▶ DATA SECTION:
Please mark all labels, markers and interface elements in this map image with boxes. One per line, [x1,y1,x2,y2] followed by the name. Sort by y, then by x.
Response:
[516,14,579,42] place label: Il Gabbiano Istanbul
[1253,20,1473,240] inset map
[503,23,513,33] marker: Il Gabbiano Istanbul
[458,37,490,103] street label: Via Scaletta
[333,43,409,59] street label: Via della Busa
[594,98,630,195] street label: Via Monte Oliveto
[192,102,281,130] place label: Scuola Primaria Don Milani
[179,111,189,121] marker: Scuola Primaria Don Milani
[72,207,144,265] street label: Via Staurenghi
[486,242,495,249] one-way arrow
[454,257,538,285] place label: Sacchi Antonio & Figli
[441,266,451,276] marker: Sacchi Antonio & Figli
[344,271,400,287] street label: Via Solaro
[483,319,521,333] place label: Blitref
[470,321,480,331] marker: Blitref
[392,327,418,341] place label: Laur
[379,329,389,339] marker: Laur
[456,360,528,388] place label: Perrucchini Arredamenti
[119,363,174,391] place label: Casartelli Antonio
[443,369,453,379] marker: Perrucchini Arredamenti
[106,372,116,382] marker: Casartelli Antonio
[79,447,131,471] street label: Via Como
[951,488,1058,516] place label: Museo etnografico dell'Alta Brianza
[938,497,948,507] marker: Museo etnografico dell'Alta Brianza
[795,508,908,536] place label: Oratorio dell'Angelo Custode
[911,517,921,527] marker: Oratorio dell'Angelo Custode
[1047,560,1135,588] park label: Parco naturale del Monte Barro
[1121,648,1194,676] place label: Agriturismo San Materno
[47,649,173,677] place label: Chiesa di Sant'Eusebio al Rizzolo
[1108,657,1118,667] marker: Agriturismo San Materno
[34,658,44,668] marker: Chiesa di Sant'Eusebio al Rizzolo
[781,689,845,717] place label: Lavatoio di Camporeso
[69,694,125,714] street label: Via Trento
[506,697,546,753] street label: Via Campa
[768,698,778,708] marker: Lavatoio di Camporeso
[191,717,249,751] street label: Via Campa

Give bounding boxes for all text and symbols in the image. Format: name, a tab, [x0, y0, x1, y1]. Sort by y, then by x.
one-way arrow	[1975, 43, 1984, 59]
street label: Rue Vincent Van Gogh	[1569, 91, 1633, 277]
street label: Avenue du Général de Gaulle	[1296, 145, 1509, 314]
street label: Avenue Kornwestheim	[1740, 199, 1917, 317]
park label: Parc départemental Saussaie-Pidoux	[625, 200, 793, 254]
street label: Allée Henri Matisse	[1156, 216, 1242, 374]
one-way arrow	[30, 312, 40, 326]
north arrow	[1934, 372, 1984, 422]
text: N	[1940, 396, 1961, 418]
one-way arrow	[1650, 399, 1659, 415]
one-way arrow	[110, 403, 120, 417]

▶ REQUIRED WORK: In the material above, which lines contain "Materno"? Copy each of them.

▶ TASK RESPONSE:
[1121,648,1194,676] place label: Agriturismo San Materno
[1108,657,1118,667] marker: Agriturismo San Materno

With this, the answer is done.